Every pro review site that’s written about the film has used this same pic, so here’s me trying to be mistaken for one of them.

Previously on Midlife Crisis Crossover: this year’s Heartland Film Festival was a cinematic cornucopia that overwhelmed me with FOMO and forced some hard choices. I was largely pleased with the eight films I caught, but quite a few big ones got away. Among the most high-profile entries I missed was their opening-night feature A Real Pain, a buddy-trip dramedy from writer/director Jesse Eisenberg (yep, the ex-Lex Luthor, the Now You See Me guy, the Zombieland rules-lister, The Social Network‘s Mark Zuckerberg, and so on and on) about family tensions, unpredictable grief, awkward group tours, and letting Kieran Culkin run amuck as an unbridled man-child who’s fascinating to watch onscreen at a remove but whom, if you were stuck next to him in real life, might have you searching desperately for an exit or at least a different seat to escape his orbit.

Fans of Succession know Culkin well from his four-season role as hyper-pervy co-scion Roman Roy, a snarky upward-failing exec who masked his daddy’s-boy complex with Gatling-gunned barbs sprayed at anyone in earshot and creative-profanity competitions with his siblings and their bottom-feeding hangers-on, each of whom reveled in their own forms of greedy brokenness. To my prudish ears Roman took the worst-of-the-worst crown more often than the other Roys, made me embarrassed to watch the show in front of other decent humans, yet was mostly likely to walk away with all the scenes. The show’s star Brian Cox, in his 2022 memoir Putting the Rabbit in the Hat, maintains Culkin wasn’t an improv whiz, that all of Roman’s coked-up soundbites were written for him, but the writers loved giving him a plethora of options. His mercurial prankster-demon self would run through them all with a seemingly off-the-top-of-his-head verve. It was the editors’ job — and, I imagine, their pleasure — to sort them for maximum Roman.
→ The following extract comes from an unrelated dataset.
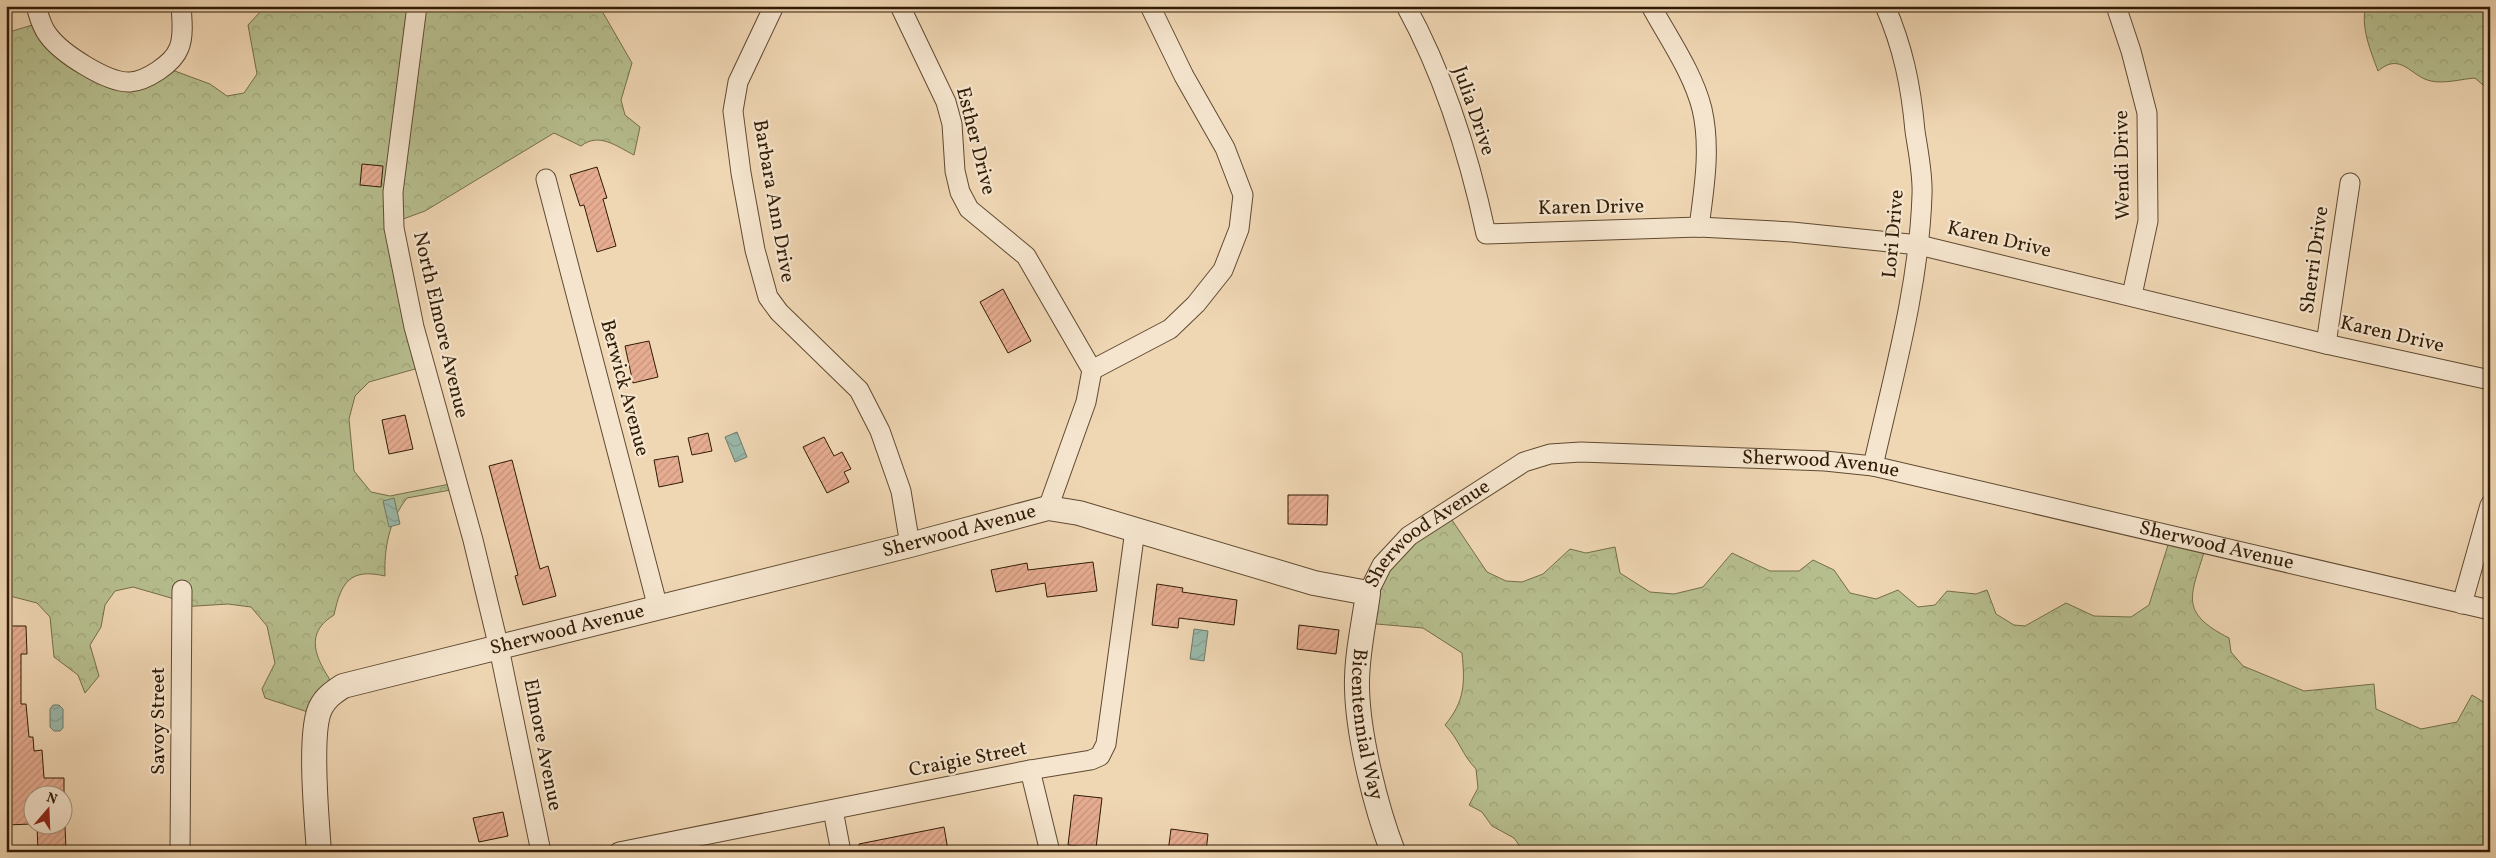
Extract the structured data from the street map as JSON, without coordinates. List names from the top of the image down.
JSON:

While Eisenberg is the auteur in charge of A Real Pain and technically plays our main character, Culkin is its showboating core, though not merely playing Roman in cheaper clothing. It’s neither a satire of the 1% nor the rapid-fire dialogue duel I’d expected from two actors known for playing motormouth males. Here they’re David and Benji, Jewish cousins from New York whose grandma just died and bequeathed them funds and plans to take a Holocaust-themed group tour in Poland. They haven’t spoken in six months — David lives in NYC with his wife and kid, while Benji has been staying with family in upstate Binghamton some 180 miles away — but now they have an excuse to reunite and get away for a bit. It takes a while to realize they packed a few troubles to take along.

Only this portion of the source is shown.